Nothing belongs in the answer except the lines of the material that include "translate".

________________________

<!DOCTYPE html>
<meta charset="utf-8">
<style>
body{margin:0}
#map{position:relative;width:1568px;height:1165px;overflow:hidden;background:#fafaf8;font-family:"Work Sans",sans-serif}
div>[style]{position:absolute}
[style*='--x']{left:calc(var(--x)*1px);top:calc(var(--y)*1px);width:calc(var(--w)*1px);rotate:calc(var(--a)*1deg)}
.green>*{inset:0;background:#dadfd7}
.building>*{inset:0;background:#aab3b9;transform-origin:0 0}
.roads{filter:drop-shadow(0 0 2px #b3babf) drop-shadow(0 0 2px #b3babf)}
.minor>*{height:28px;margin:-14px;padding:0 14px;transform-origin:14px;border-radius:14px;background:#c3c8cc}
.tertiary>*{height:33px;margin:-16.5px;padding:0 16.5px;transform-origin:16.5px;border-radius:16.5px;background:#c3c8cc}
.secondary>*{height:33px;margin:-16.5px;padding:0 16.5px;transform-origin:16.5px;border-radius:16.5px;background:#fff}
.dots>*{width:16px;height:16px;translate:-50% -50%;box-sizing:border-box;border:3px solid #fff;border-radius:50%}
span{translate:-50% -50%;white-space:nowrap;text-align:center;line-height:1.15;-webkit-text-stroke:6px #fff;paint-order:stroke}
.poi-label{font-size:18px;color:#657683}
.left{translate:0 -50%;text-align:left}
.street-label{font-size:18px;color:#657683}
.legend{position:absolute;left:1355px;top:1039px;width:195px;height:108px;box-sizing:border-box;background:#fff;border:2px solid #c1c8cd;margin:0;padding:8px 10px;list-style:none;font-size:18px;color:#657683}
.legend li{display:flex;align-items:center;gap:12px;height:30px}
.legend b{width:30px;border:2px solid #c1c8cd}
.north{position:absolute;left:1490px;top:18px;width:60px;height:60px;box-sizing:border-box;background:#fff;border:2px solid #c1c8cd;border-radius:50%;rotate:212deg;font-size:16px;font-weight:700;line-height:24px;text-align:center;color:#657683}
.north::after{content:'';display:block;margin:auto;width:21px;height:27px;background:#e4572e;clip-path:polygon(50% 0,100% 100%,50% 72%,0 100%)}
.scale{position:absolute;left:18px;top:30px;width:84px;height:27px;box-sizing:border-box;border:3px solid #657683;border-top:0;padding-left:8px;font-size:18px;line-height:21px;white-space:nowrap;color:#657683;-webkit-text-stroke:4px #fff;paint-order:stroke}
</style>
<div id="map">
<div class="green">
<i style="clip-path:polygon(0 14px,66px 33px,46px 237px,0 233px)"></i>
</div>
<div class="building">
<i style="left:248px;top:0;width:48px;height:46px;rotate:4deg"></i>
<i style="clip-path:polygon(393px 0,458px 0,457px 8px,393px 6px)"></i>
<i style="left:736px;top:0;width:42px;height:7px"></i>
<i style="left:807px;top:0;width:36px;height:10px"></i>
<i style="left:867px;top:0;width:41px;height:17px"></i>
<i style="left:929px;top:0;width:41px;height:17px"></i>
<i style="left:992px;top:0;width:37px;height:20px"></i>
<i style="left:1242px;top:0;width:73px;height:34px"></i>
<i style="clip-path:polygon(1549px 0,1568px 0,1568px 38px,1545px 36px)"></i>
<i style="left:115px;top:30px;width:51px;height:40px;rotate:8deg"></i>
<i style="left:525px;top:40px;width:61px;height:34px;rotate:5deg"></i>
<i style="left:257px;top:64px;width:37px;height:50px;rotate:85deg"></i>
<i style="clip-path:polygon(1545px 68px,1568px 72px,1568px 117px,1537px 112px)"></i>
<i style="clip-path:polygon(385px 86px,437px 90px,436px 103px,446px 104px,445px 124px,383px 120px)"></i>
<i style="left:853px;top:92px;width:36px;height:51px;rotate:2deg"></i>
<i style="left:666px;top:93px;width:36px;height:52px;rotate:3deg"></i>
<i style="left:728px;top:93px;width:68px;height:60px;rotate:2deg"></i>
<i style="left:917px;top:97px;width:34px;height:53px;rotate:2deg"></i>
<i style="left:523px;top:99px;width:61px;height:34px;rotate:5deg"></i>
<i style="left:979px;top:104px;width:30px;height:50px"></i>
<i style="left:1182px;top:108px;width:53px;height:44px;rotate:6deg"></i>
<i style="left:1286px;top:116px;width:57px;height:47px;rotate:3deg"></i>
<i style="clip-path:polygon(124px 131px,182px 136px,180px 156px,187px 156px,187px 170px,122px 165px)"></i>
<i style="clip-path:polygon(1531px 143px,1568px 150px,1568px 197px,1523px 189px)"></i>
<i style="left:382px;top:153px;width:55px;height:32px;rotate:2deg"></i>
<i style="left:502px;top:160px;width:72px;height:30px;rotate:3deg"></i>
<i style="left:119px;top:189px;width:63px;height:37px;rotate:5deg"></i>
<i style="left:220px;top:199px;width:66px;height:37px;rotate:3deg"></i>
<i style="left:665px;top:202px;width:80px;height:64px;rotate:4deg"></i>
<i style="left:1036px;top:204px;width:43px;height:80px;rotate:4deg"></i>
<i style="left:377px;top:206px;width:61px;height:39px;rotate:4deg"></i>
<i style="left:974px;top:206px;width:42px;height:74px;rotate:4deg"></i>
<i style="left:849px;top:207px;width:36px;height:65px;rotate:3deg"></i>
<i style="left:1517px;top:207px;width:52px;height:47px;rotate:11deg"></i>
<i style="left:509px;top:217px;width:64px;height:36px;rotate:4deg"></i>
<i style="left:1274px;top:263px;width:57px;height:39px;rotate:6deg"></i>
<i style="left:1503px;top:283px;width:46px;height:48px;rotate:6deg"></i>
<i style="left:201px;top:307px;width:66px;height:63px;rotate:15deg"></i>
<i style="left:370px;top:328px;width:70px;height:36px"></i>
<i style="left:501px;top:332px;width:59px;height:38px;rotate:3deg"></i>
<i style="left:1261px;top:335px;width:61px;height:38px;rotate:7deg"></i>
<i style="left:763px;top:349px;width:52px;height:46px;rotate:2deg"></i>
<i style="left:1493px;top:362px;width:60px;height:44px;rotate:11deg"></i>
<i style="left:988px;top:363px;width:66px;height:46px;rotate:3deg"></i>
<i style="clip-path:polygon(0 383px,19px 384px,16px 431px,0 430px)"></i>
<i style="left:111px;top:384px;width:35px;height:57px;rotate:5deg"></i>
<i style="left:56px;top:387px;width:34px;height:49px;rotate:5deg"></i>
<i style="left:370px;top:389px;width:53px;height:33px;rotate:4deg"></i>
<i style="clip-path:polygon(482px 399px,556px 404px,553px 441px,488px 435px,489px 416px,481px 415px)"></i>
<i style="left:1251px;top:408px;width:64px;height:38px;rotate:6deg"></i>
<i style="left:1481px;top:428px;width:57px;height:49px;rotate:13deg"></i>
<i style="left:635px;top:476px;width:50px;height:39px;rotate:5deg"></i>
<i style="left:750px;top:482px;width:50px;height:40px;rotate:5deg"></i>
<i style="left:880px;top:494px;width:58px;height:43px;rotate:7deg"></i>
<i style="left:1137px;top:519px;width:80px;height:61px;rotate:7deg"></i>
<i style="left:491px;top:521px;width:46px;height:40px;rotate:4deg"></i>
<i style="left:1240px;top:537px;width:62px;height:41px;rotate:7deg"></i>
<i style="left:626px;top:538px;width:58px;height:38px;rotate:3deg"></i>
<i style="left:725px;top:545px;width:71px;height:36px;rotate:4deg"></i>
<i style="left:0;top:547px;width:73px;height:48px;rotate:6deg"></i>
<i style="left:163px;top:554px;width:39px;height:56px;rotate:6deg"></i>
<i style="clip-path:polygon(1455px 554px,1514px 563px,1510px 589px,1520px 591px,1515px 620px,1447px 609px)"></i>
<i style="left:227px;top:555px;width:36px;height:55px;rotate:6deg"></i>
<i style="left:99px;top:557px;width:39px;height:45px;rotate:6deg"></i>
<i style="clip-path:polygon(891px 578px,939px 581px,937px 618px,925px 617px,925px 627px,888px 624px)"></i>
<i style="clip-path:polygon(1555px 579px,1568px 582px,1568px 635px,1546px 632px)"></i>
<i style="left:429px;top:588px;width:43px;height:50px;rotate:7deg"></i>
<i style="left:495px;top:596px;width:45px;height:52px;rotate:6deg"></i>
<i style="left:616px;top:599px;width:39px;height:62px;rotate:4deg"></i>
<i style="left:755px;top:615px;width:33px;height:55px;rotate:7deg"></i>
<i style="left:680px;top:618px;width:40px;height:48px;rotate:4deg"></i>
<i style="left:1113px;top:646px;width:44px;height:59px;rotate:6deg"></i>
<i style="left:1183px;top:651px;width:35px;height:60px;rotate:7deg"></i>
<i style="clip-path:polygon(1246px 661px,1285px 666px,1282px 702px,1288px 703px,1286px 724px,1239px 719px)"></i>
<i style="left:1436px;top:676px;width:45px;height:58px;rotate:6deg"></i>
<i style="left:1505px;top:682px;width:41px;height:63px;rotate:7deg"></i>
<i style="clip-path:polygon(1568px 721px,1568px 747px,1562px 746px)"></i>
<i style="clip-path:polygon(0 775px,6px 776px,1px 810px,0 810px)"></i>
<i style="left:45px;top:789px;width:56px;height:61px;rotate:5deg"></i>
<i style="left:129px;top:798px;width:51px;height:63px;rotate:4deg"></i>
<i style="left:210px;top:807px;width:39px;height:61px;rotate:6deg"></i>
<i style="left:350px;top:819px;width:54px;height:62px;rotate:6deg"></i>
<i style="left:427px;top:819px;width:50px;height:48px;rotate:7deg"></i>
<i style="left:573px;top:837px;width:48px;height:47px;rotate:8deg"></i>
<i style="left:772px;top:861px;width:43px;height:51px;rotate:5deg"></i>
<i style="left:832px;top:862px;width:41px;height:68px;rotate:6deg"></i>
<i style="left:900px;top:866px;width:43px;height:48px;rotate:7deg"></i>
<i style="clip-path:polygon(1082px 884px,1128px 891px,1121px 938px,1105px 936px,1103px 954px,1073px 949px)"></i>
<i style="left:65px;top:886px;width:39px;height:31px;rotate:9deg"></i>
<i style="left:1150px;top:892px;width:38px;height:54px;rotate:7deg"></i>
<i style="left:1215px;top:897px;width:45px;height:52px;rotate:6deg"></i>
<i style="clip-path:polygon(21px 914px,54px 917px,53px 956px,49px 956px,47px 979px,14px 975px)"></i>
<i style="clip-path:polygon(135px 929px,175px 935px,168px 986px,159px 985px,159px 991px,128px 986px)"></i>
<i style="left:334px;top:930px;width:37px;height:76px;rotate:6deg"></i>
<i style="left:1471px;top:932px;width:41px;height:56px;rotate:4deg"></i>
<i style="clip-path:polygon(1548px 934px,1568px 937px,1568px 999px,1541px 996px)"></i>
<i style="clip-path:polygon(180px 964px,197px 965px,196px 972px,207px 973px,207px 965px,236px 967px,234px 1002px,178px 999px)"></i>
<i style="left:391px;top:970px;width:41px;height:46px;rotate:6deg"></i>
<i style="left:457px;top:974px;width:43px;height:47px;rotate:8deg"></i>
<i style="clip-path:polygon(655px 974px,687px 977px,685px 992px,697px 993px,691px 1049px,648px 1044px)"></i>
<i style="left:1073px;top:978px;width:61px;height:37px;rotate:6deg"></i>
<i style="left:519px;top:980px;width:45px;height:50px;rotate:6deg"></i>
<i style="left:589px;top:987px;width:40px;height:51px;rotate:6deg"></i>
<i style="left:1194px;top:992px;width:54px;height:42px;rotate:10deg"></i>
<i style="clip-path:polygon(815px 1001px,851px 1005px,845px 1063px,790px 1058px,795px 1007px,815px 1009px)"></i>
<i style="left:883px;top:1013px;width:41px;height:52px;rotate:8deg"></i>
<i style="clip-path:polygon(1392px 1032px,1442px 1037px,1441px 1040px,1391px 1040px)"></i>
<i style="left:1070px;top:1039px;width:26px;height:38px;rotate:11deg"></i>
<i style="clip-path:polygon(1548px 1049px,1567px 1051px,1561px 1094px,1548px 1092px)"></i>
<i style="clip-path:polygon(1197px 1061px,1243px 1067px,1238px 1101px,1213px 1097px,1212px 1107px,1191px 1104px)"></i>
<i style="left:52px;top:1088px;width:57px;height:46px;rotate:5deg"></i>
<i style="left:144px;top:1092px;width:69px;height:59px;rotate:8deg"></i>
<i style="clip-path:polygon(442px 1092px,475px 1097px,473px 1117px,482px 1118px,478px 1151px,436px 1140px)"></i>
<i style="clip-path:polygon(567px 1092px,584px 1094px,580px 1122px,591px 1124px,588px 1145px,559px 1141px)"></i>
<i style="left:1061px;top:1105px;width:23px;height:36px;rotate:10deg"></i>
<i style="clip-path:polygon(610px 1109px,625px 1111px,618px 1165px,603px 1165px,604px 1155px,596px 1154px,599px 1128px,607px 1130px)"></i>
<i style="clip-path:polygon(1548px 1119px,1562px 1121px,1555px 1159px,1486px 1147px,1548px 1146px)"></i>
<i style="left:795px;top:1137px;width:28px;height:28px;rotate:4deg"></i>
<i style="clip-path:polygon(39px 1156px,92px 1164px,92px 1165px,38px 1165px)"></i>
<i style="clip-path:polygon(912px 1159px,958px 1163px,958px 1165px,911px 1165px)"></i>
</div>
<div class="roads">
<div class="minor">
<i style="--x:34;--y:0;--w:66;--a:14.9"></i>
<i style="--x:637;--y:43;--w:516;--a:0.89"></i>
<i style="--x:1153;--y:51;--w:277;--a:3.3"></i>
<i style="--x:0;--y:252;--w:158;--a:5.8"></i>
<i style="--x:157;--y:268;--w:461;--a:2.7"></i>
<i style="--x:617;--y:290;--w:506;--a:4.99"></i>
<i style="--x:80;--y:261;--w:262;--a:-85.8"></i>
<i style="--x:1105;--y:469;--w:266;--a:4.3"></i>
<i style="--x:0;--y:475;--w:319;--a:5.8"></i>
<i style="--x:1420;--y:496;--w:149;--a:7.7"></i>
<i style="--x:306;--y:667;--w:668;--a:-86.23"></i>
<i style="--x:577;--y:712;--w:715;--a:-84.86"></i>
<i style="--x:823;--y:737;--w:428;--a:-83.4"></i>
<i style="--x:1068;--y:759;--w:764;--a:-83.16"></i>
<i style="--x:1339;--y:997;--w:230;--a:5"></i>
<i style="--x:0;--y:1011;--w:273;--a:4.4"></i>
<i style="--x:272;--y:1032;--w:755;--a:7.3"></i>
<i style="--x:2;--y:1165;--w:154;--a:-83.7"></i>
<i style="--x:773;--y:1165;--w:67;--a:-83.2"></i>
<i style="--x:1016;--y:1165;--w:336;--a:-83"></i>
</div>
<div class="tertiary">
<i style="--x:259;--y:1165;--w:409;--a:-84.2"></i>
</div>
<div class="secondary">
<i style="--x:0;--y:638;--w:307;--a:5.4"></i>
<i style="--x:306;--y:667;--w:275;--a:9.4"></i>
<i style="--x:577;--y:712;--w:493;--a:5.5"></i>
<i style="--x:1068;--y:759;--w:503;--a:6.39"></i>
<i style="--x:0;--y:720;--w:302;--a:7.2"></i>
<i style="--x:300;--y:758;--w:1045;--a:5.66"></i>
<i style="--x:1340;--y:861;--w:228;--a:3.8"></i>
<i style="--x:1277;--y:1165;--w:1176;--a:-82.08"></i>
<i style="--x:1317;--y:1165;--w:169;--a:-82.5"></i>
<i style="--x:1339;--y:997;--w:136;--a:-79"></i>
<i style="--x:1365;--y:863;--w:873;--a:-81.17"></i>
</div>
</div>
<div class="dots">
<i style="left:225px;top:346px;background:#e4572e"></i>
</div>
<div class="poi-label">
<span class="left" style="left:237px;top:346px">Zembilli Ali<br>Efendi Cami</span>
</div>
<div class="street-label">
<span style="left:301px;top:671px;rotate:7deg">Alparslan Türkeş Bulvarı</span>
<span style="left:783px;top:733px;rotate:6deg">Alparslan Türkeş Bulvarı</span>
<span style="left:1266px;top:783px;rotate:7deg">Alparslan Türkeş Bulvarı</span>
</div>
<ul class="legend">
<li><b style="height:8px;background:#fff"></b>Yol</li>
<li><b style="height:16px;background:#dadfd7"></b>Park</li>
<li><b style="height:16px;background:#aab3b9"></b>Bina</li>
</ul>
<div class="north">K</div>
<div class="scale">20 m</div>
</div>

________________________

_YOUR RESPONSE_
.dots>*{width:16px;height:16px;translate:-50% -50%;box-sizing:border-box;border:3px solid #fff;border-radius:50%}
span{translate:-50% -50%;white-space:nowrap;text-align:center;line-height:1.15;-webkit-text-stroke:6px #fff;paint-order:stroke}
.left{translate:0 -50%;text-align:left}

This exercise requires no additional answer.